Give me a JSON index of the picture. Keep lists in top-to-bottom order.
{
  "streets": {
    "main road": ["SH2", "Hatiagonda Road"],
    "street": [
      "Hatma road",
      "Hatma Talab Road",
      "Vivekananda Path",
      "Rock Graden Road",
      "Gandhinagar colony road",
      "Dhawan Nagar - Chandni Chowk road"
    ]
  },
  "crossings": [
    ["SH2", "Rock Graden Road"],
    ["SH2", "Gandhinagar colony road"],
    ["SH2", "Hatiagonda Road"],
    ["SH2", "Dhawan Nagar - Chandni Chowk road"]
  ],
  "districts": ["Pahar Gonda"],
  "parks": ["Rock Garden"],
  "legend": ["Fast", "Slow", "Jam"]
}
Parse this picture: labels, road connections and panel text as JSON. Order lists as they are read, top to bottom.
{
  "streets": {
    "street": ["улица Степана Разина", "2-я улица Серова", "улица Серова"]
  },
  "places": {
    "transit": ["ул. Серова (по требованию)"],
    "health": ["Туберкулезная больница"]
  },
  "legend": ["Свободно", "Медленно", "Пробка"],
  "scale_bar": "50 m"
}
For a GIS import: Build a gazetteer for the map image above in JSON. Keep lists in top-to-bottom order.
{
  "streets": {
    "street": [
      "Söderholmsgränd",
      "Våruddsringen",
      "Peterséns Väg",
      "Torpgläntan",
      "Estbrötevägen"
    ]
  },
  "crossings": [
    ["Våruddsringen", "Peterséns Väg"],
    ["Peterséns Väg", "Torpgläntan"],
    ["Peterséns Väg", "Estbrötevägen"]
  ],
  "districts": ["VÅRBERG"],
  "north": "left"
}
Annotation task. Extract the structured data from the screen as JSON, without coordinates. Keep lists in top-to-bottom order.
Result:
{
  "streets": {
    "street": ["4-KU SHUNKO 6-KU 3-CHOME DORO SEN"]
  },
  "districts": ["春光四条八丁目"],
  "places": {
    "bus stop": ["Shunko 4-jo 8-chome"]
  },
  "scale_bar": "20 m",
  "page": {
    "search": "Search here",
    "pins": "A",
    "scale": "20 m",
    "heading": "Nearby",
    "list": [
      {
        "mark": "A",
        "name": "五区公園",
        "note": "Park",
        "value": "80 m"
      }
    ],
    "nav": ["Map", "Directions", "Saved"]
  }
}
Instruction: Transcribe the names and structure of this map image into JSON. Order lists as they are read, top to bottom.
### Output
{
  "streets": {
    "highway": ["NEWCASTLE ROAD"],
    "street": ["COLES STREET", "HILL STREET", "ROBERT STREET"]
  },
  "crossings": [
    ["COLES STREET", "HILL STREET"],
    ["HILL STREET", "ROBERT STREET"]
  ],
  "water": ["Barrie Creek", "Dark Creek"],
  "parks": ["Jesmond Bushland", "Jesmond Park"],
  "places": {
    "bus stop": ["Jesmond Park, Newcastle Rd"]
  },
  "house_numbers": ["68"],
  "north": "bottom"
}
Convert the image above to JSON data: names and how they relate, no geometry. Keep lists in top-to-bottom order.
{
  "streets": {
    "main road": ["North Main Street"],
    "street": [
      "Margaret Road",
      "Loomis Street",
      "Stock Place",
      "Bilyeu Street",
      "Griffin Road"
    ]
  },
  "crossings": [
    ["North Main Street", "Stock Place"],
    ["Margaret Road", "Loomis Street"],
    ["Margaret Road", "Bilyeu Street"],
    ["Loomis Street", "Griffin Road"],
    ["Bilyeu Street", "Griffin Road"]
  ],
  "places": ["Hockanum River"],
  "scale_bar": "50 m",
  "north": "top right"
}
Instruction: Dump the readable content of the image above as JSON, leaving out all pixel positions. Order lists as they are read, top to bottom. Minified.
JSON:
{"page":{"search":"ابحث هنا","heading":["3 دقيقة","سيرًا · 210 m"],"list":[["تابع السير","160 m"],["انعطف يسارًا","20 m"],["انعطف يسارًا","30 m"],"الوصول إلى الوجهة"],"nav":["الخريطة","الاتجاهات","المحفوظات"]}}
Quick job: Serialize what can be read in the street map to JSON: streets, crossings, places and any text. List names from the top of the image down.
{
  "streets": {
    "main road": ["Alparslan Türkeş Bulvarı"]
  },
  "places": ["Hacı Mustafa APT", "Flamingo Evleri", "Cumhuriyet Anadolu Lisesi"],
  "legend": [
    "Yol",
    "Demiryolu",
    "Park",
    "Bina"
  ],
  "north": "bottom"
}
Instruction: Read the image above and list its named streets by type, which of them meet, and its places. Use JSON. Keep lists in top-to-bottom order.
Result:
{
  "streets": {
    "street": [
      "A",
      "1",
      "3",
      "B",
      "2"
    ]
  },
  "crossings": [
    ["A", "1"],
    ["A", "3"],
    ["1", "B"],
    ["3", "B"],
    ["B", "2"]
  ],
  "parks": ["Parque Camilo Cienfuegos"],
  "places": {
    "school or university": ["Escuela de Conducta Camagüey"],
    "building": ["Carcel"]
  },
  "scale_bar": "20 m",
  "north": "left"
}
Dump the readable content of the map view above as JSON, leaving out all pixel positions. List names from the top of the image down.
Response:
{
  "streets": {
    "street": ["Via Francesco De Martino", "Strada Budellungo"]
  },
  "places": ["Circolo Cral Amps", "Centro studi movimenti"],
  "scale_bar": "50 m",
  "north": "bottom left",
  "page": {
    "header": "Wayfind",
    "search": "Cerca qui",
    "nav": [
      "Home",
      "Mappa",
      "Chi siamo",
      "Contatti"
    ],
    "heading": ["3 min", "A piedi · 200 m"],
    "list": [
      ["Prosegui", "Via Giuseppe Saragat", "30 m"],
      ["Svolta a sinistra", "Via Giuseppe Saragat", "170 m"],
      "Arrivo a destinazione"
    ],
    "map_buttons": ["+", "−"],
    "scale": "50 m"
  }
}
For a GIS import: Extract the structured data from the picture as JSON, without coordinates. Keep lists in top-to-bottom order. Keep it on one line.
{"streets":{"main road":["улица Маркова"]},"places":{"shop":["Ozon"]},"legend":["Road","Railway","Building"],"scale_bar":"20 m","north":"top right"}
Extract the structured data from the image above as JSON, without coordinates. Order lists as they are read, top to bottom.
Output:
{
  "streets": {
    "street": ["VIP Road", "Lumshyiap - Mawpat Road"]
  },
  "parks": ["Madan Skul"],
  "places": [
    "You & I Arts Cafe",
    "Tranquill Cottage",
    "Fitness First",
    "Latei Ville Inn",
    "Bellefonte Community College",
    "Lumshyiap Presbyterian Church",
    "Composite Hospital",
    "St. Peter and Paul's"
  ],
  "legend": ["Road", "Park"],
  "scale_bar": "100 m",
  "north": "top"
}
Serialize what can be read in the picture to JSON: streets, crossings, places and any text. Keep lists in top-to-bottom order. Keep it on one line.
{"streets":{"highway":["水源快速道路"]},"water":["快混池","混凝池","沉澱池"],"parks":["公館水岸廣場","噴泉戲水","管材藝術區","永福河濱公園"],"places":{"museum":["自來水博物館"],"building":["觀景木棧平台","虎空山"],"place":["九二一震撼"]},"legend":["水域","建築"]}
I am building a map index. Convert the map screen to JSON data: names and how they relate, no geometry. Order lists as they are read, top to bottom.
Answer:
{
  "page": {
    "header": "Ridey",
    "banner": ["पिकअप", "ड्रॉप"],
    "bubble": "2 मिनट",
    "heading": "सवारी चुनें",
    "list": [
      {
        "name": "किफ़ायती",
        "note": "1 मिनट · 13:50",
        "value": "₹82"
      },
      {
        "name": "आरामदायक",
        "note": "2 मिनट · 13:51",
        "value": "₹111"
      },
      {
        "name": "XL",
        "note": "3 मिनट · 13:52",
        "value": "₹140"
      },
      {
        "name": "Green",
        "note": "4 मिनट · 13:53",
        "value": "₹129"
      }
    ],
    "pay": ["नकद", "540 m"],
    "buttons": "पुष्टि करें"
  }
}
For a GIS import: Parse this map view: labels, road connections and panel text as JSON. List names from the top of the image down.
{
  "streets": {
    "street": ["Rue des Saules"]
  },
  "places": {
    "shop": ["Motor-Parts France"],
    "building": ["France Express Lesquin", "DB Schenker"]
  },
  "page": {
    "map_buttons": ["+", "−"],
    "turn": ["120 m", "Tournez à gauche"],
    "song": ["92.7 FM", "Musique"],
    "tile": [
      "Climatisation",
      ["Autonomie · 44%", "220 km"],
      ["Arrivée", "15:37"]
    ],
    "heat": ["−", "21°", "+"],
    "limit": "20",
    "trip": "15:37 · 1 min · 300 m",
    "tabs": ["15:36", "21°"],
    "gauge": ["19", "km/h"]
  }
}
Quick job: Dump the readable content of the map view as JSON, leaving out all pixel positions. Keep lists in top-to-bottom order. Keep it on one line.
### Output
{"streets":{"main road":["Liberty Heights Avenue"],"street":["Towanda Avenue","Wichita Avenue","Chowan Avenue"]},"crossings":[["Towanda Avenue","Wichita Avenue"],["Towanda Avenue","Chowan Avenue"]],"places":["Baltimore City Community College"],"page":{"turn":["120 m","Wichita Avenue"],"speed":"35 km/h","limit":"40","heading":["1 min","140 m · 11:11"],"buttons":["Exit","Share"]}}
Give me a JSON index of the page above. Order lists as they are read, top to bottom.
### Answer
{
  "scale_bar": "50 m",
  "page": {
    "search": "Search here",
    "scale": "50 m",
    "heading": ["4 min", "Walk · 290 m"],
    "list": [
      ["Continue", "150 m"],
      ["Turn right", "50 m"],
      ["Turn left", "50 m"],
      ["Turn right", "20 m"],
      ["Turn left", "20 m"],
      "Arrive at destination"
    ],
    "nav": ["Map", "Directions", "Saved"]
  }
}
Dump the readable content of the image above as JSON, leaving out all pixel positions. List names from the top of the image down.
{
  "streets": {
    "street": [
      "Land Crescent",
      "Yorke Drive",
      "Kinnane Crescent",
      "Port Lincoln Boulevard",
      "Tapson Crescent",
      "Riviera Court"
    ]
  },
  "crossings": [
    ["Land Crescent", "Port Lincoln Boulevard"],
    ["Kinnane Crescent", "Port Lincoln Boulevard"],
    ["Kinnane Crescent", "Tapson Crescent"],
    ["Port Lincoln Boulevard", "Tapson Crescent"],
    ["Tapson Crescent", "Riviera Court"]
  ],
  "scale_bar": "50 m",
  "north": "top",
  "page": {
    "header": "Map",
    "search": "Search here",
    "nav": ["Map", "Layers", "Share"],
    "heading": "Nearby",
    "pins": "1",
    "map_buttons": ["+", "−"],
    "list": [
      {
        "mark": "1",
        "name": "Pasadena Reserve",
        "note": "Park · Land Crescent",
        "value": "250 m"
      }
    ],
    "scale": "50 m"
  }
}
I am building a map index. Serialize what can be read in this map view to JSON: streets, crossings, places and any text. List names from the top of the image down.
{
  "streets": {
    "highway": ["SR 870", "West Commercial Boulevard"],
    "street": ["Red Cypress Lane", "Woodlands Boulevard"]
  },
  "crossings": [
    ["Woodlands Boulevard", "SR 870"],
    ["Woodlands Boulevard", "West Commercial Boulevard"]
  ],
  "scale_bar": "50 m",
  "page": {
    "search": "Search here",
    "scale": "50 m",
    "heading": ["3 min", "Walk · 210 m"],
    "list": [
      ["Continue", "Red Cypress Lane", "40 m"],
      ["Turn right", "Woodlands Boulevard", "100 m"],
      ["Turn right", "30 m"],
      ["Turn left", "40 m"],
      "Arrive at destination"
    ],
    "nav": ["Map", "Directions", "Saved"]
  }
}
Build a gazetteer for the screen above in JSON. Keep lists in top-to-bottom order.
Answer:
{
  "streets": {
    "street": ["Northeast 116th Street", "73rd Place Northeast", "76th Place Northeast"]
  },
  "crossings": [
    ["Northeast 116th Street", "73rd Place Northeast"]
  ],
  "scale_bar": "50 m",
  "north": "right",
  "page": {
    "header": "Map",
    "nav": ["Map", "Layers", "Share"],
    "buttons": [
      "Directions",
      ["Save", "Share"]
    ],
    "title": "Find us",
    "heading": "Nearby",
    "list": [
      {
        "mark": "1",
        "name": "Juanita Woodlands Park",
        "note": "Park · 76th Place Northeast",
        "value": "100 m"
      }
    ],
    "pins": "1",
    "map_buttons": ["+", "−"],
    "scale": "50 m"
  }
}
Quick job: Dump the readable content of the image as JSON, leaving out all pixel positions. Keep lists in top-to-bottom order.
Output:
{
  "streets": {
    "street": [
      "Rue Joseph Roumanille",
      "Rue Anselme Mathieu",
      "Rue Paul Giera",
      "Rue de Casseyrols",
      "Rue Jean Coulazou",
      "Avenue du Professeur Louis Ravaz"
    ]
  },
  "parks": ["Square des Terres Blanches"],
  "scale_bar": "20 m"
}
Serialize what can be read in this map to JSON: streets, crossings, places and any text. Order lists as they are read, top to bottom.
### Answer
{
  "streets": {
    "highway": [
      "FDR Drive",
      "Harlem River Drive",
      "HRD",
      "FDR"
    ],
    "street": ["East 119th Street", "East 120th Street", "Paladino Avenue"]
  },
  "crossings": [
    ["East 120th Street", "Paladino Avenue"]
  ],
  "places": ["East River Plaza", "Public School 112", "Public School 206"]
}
========================
**PROBLEM STATEMENT**
Of all the entries above, retype exactly the lines from the line with "Serialize what can be read in the picture" to the line with "I am building a map index. Convert", both included, and no others.

**TASK ANSWER**
Serialize what can be read in the picture to JSON: streets, crossings, places and any text. Keep lists in top-to-bottom order. Keep it on one line.
{"streets":{"highway":["水源快速道路"]},"water":["快混池","混凝池","沉澱池"],"parks":["公館水岸廣場","噴泉戲水","管材藝術區","永福河濱公園"],"places":{"museum":["自來水博物館"],"building":["觀景木棧平台","虎空山"],"place":["九二一震撼"]},"legend":["水域","建築"]}
I am building a map index. Convert the map screen to JSON data: names and how they relate, no geometry. Order lists as they are read, top to bottom.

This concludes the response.